Combination Therapy Rationale
The Tauraso trial's failure informed modern combination approaches:
Rationale:
- Multiple pathways can be targeted simultaneously
- Lower doses of each agent may be sufficient
- Potential synergistic effects
- Reduced individual drug toxicity
- Edaravone + Riluzole (approved combination)
- Masupirdine + Riluzole (Phase 3)
- CNM-Au8 + standard of care (Phase 2/3)
Biomarker-Driven Development
Modern ALS trials incorporate biomarkers:
Neurofilament Light Chain (NfL):
- Blood and CSF marker of neuronal injury
- Elevated in ALS compared to controls
- Correlates with disease progression
- Used for patient stratification and outcome measurement
- More specific for motor neuron disease
- Longitudinal decline correlates with progression
- Potential enrichment biomarker
- SOD1 mutation status for specific trials
- C9orf72 repeat expansion for patient selection
- Polygenic risk scores for stratification
Clinical Trial Design Evolution
Since Tauraso: Methodological Advances
Outcome Measures:
- ALSFRS-R remains standard but supplemented
- Survival is definitive but requires large samples
- Composite endpoints (e.g., survival + FVC)

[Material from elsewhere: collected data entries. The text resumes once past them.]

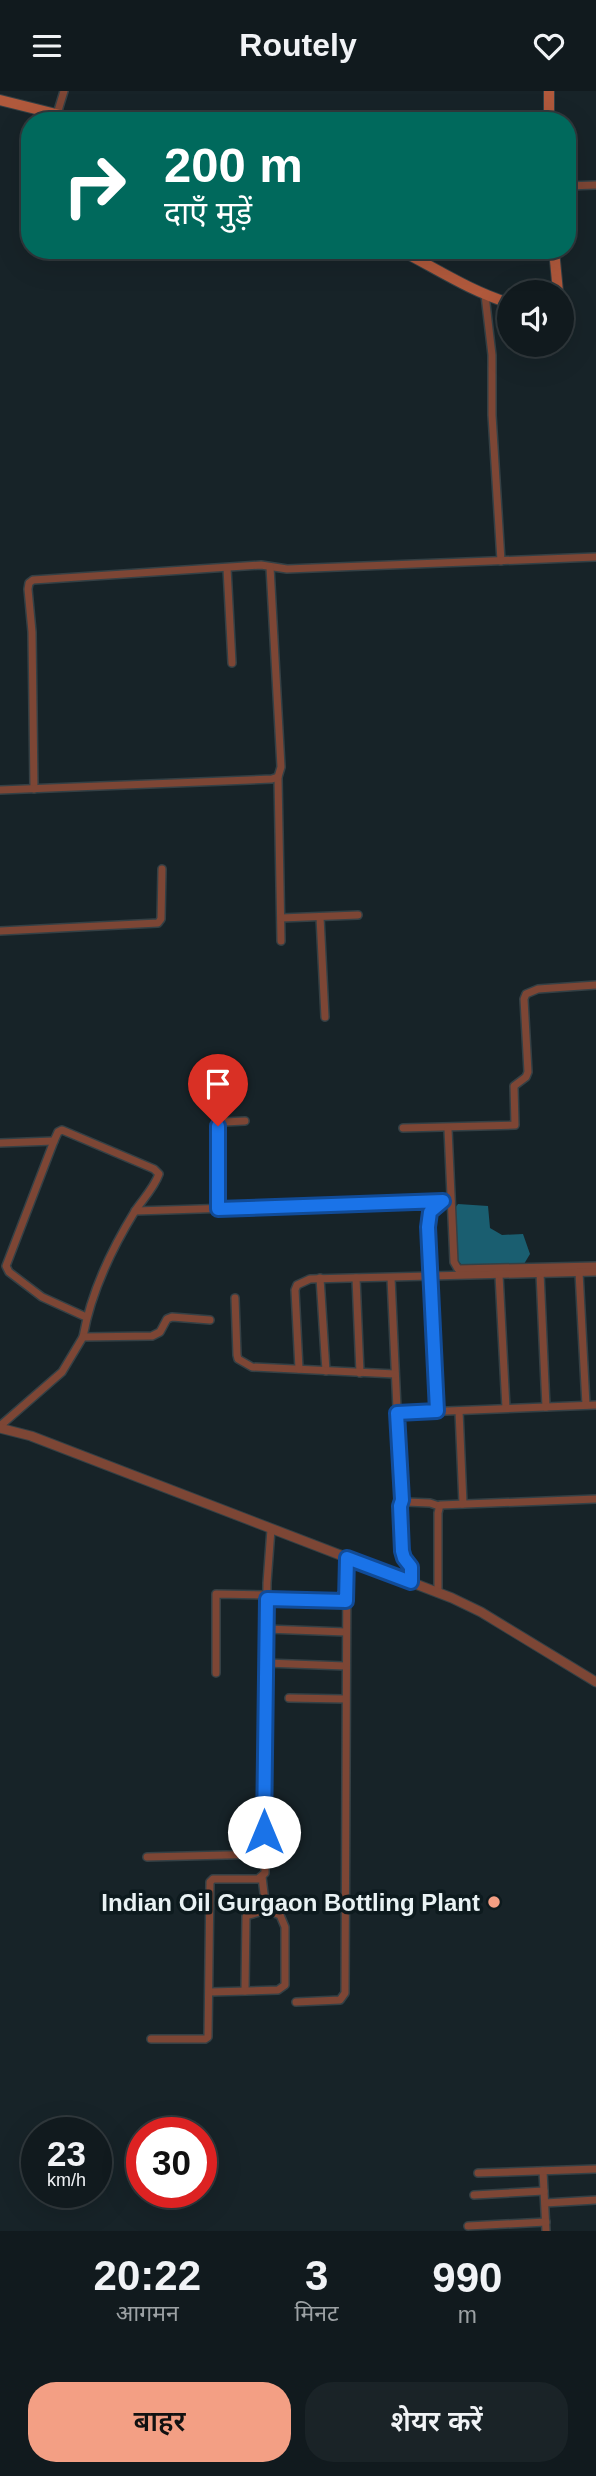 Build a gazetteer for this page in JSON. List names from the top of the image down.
{
  "places": ["Indian Oil Gurgaon Bottling Plant"],
  "page": {
    "header": "Routely",
    "turn": ["200 m", "दाएँ मुड़ें"],
    "speed": "23 km/h",
    "limit": "30",
    "eta": [
      "20:22",
      "आगमन",
      "3",
      "मिनट",
      "990",
      "m"
    ],
    "buttons": ["बाहर", "शेयर करें"]
  }
} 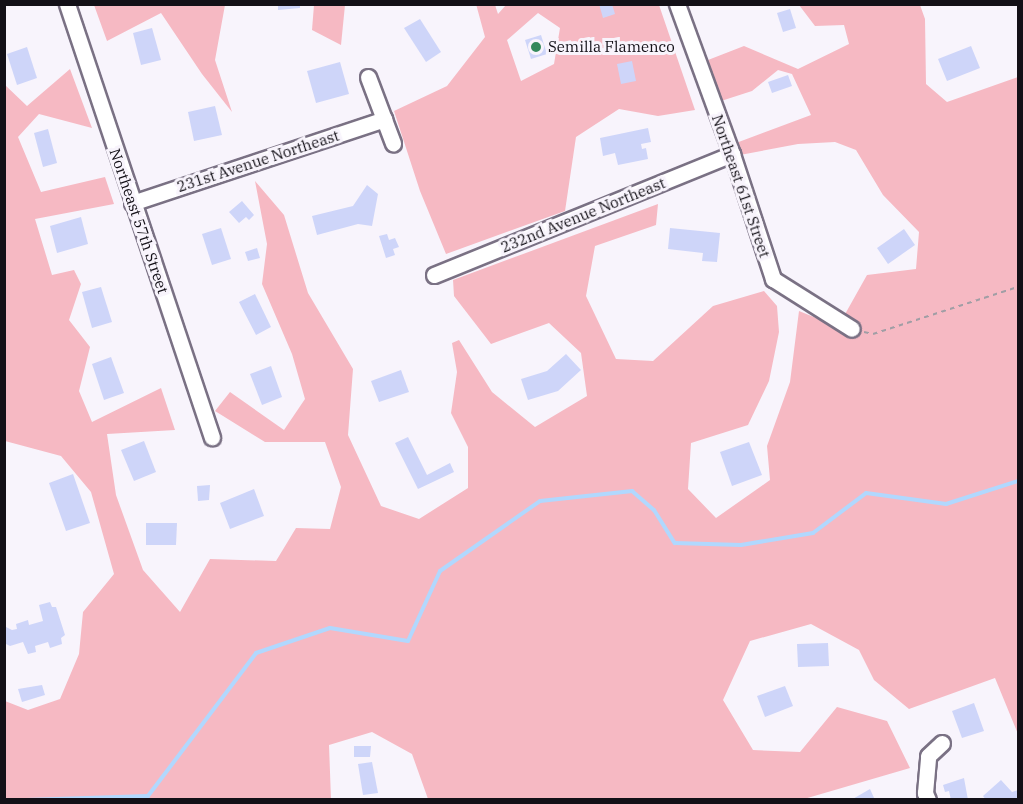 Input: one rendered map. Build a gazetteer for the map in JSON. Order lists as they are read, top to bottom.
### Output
{
  "streets": {
    "street": [
      "231st Avenue Northeast",
      "Northeast 61st Street",
      "232nd Avenue Northeast",
      "Northeast 57th Street"
    ]
  },
  "crossings": [
    ["231st Avenue Northeast", "Northeast 57th Street"],
    ["Northeast 61st Street", "232nd Avenue Northeast"]
  ],
  "places": ["Semilla Flamenco"]
} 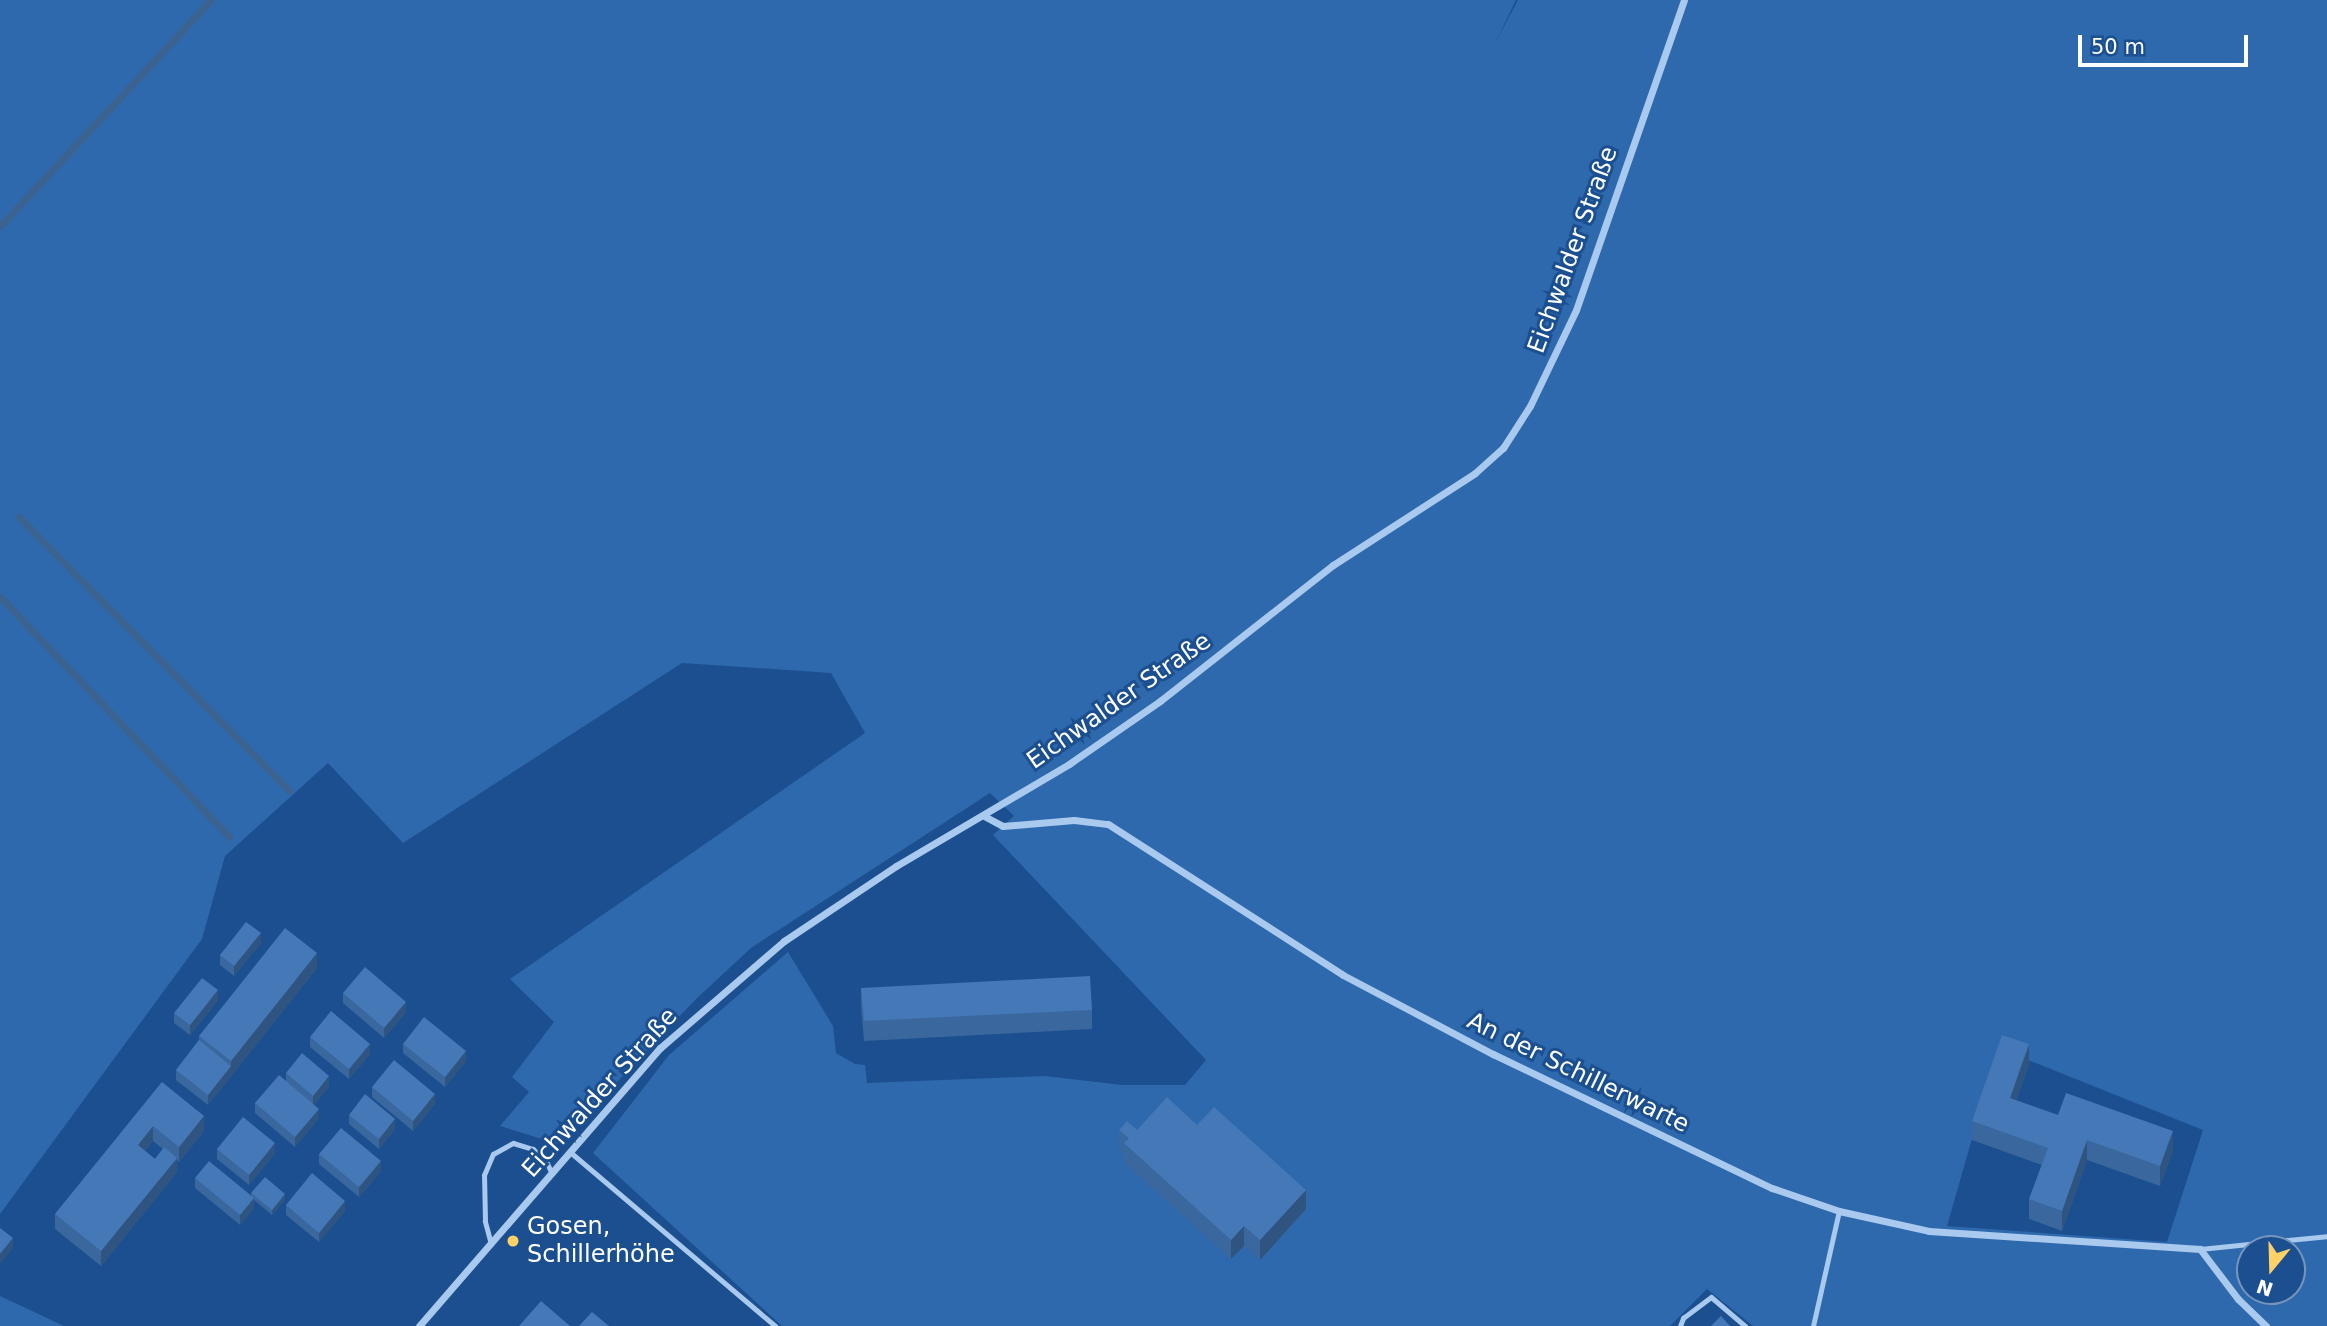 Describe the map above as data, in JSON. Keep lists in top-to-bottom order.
{
  "streets": {
    "street": ["Eichwalder Straße", "An der Schillerwarte"]
  },
  "crossings": [
    ["Eichwalder Straße", "An der Schillerwarte"]
  ],
  "places": ["Gosen, Schillerhöhe"],
  "scale_bar": "50 m",
  "north": "bottom"
} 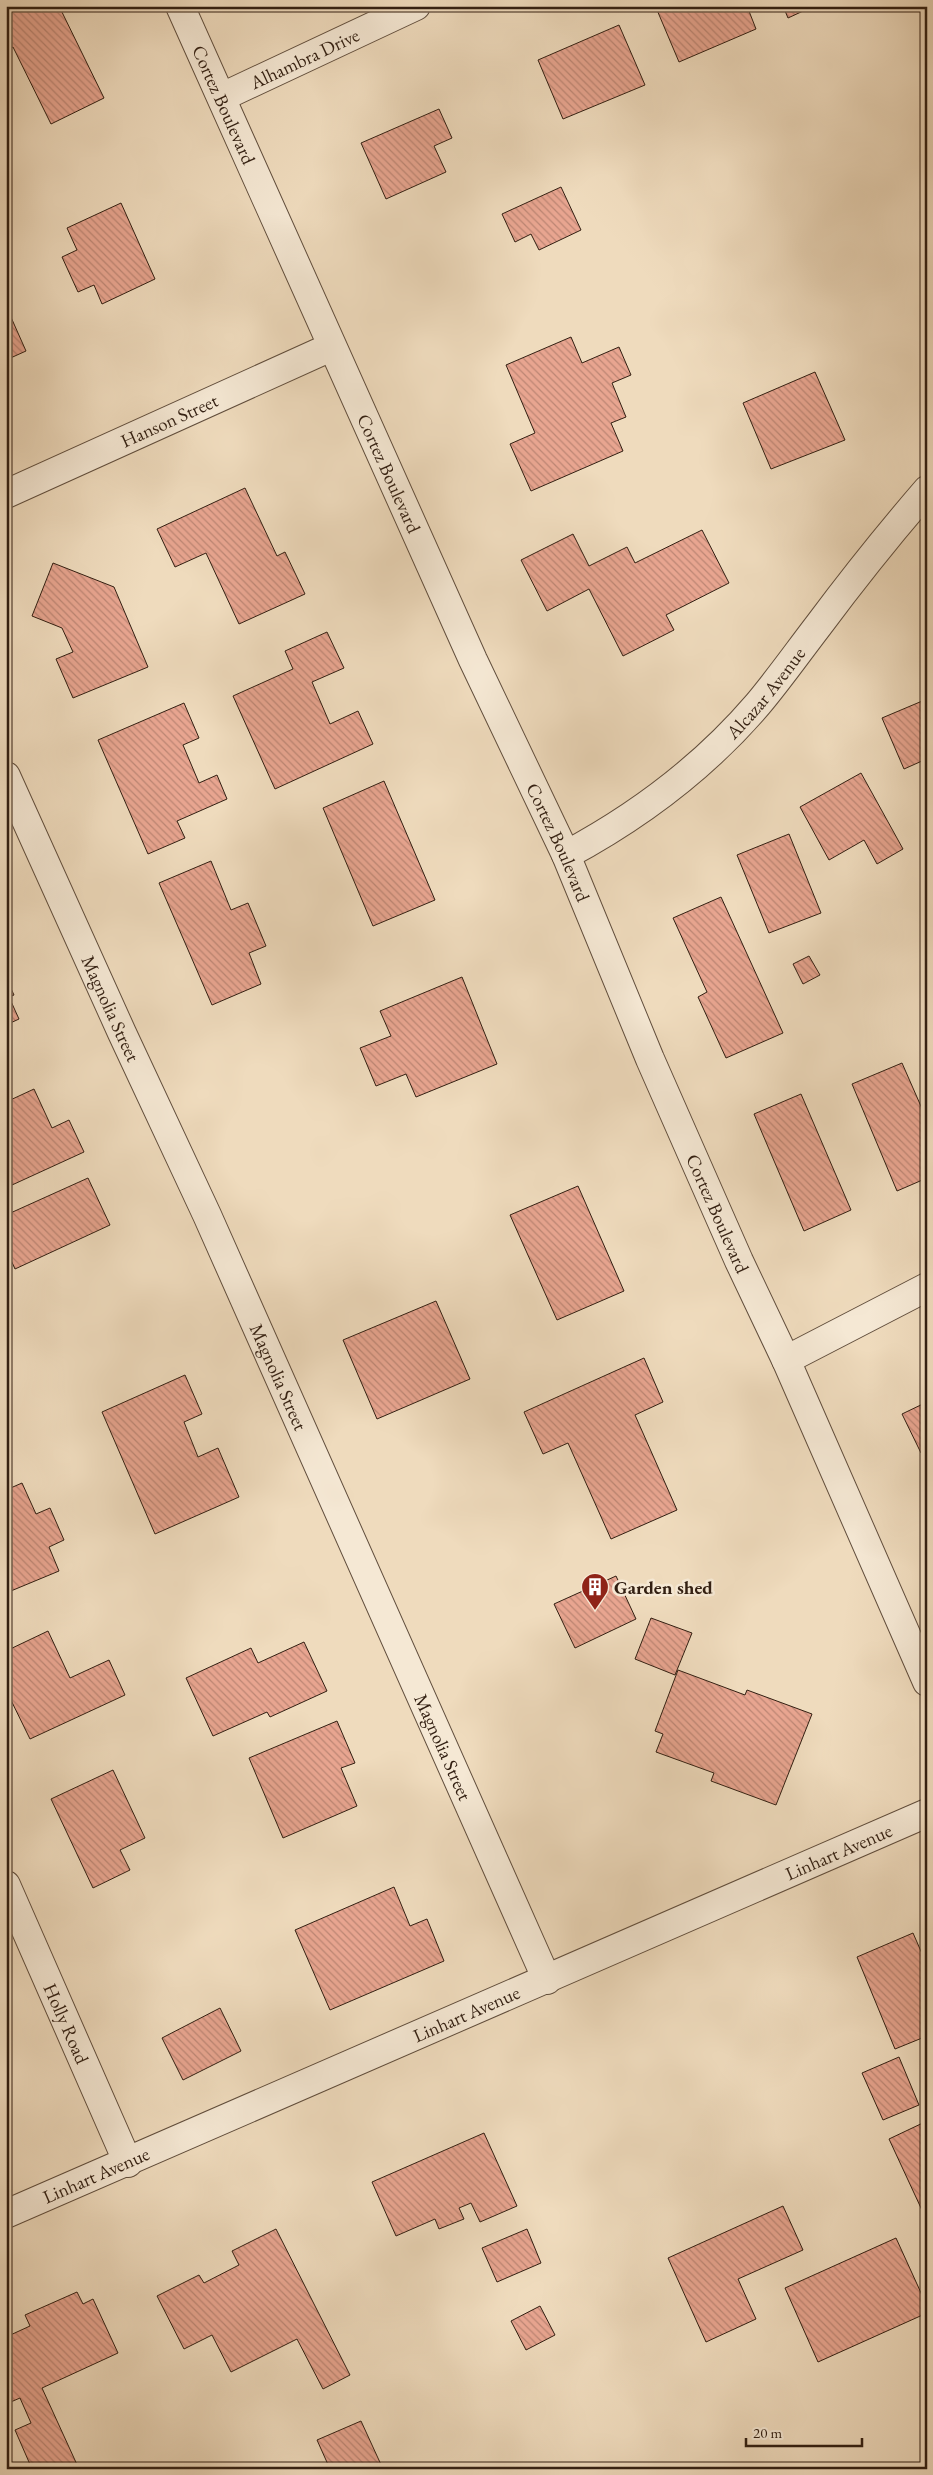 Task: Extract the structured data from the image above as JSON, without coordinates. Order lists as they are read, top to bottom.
{
  "streets": {
    "street": [
      "Alhambra Drive",
      "Cortez Boulevard",
      "Hanson Street",
      "Alcazar Avenue",
      "Magnolia Street",
      "Linhart Avenue",
      "Holly Road"
    ]
  },
  "crossings": [
    ["Alhambra Drive", "Cortez Boulevard"],
    ["Cortez Boulevard", "Hanson Street"],
    ["Cortez Boulevard", "Alcazar Avenue"],
    ["Magnolia Street", "Linhart Avenue"],
    ["Linhart Avenue", "Holly Road"]
  ],
  "places": {
    "building": ["Garden shed"]
  },
  "scale_bar": "20 m"
}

- Patient-reported outcomes (PROs)
- Bayesian adaptive designs
- Enrichment designs targeting faster progressors
- Platform trials testing multiple agents
- Master protocols for efficient evaluation
- Clinical trial networks (e.g., NEALS, ACT)
- Centralized biorepositories
- Standardized assessments across sites
- International collaboration
Lessons for Future Neuroprotection Trials
Based on Tauraso and subsequent failures:
| Lesson | Application |
|--------|-------------|
| Validate target engagement | Include biomarkers proving mechanism hit |
| Consider disease heterogeneity | Stratify by genotype, phenotype |
| Optimize dose/timing | Earlier intervention may be key |
| Use sensitive endpoints | Composite measures, frequent assessment |
| Plan for subgroup effects | Pre-specify analyses by genotype |
Current Calcium-Targeting Strategies
Alternative Approaches Still in Development
While nimodipine failed, the calcium hypothesis persists:
Mitochondrial Calcium Uptake:
- Targeting mitochondrial calcium uniporter (mCU)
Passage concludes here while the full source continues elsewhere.